Todos nosotros hemos pasado ratos de frustración con este personaje misterioso. Siempre presente en la vida de todos los inmigrantes.
18 de Septiembre.- Me escribe un amable lector contándome una experiencia por la que todos hemos pasado alguna vez.
Esta persona lleva aquí ya un tiempo, o sea que ya ha pasado por ese proceso de subidas y bajadas, de euforias y tristezas, que toda emigración garantiza. Mi corresponsal habla alemán bien, pero me dice que, a pesar de eso, no termina de llevarse bien con «el otro », como él dice.

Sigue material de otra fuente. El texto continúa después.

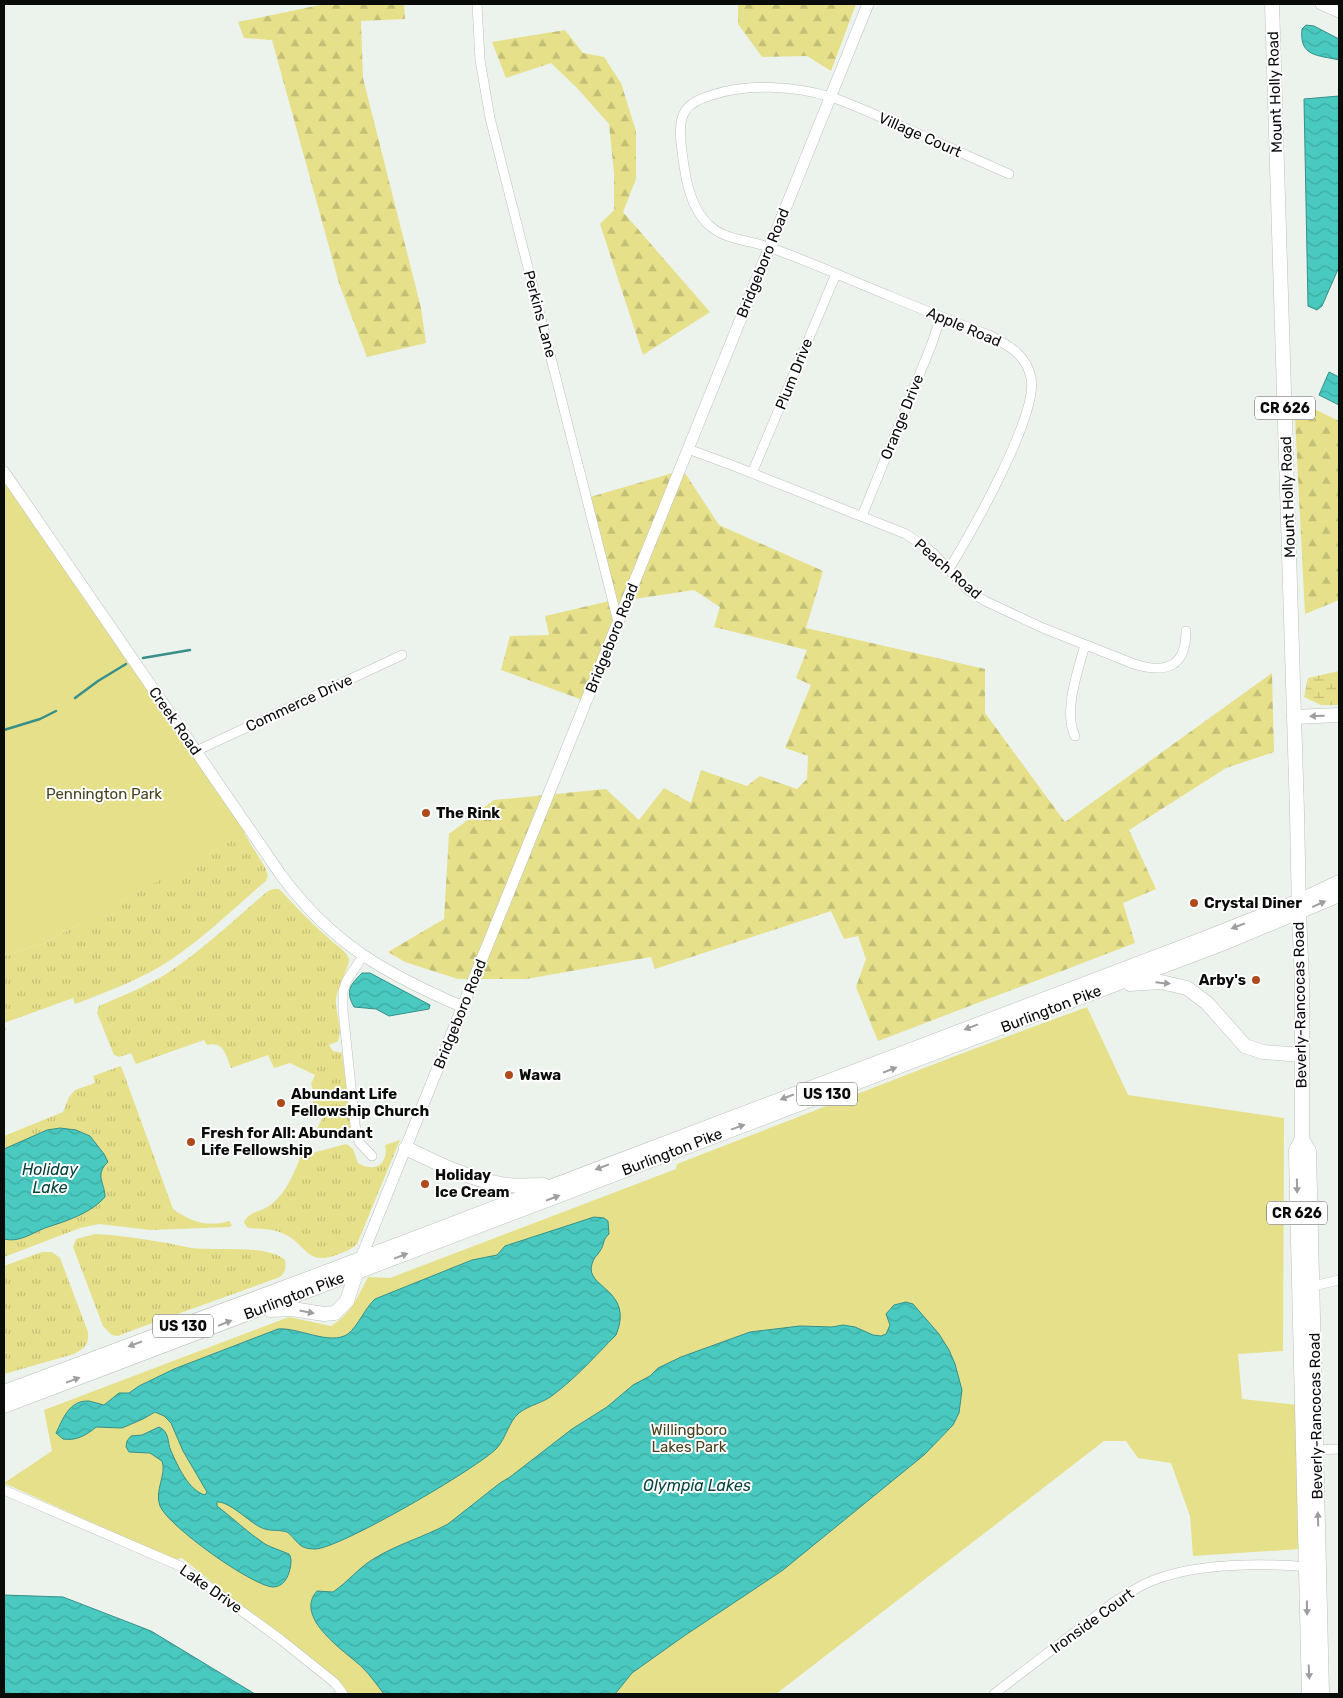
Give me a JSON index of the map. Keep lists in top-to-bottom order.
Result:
{
  "streets": {
    "main road": [
      "Mount Holly Road",
      "CR 626",
      "Beverly-Rancocas Road",
      "Burlington Pike",
      "US 130"
    ],
    "street": [
      "Village Court",
      "Bridgeboro Road",
      "Perkins Lane",
      "Apple Road",
      "Plum Drive",
      "Orange Drive",
      "Peach Road",
      "Commerce Drive",
      "Creek Road",
      "Lake Drive",
      "Ironside Court"
    ]
  },
  "crossings": [
    ["Mount Holly Road", "Beverly-Rancocas Road"],
    ["Mount Holly Road", "Burlington Pike"],
    ["Village Court", "Bridgeboro Road"],
    ["Village Court", "Apple Road"],
    ["Bridgeboro Road", "Perkins Lane"],
    ["Bridgeboro Road", "Apple Road"],
    ["Bridgeboro Road", "Peach Road"],
    ["Bridgeboro Road", "Creek Road"],
    ["Bridgeboro Road", "Burlington Pike"],
    ["Apple Road", "Plum Drive"],
    ["Apple Road", "Orange Drive"],
    ["Apple Road", "Peach Road"],
    ["Plum Drive", "Peach Road"],
    ["Orange Drive", "Peach Road"],
    ["Commerce Drive", "Creek Road"],
    ["Beverly-Rancocas Road", "Burlington Pike"],
    ["Beverly-Rancocas Road", "Ironside Court"]
  ],
  "water": ["Holiday Lake", "Olympia Lakes"],
  "parks": ["Pennington Park", "Willingboro Lakes Park"],
  "places": [
    "The Rink",
    "Crystal Diner",
    "Arby's",
    "Wawa",
    "Abundant Life Fellowship Church",
    "Fresh for All: Abundant Life Fellowship",
    "Holiday Ice Cream"
  ]
}
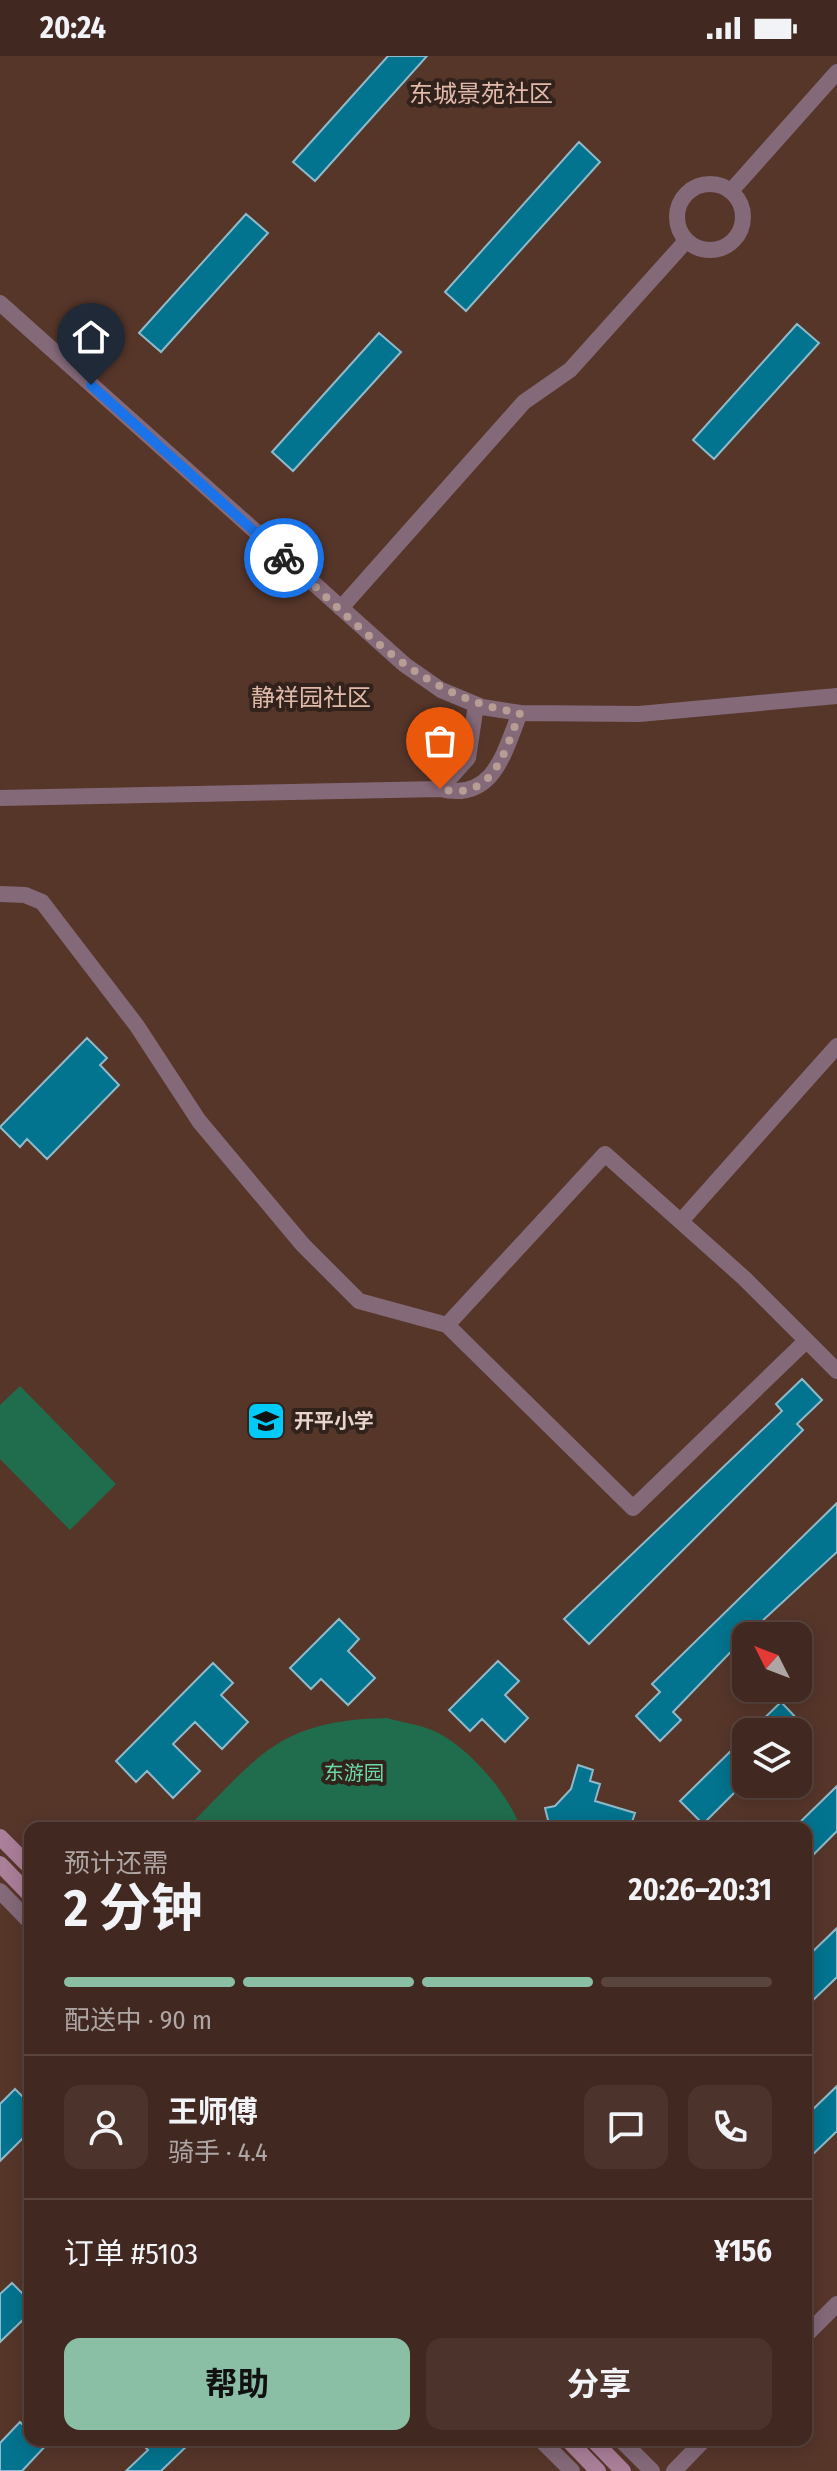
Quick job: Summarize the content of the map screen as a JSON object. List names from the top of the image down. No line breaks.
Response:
{"districts":["东城景苑社区","静祥园社区"],"parks":["东游园"],"places":{"school or university":["开平小学"]},"north":"top left","page":{"status":"20:24","heading":["2 分钟","预计还需","20:26–20:31"],"panel":["王师傅","骑手 · 4.4","订单 #5103","¥156"],"bar":"配送中 · 90 m","buttons":["帮助","分享"]}}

Desarrollo el argumento : según mi corresponsal, y yo pienso también que es así, cuando uno viene a vivir a un país que no es el suyo y, sobre todo, a una lengua que no es la suya, empieza a crecer a tu lado „el otro“. Es una persona que se llama como tú, que tiene tu mismo aspecto, que va a los mismos sitios que tú y todo lo demás, pero que habla muchísimo peor que tú. « El otro » te suplanta en presencia de los aborígenes y tú tienes solamente un cierto control sobre sus actuaciones. Se da la circunstancia de que « el otro » es el que modela en muchos sentidos la opinión que tienen de ti los demás en el país de adopción.
Esta persona que me escribe (cuyo nombre mantendremos, como siempre, en el piadoso economato) se lleva cada vez peor con su otro, porque piensa que él es mucho mejor que lo que su otro le hace parecer. Es más, le pone bastante nervioso cuando su otro, por ejemplo, se embrolla en conversaciones que son fáciles para cualquier adulto, o no le sale una palabra, o le da patadas al diccionario (para mis lectores más jóvenes, patadas al Leo).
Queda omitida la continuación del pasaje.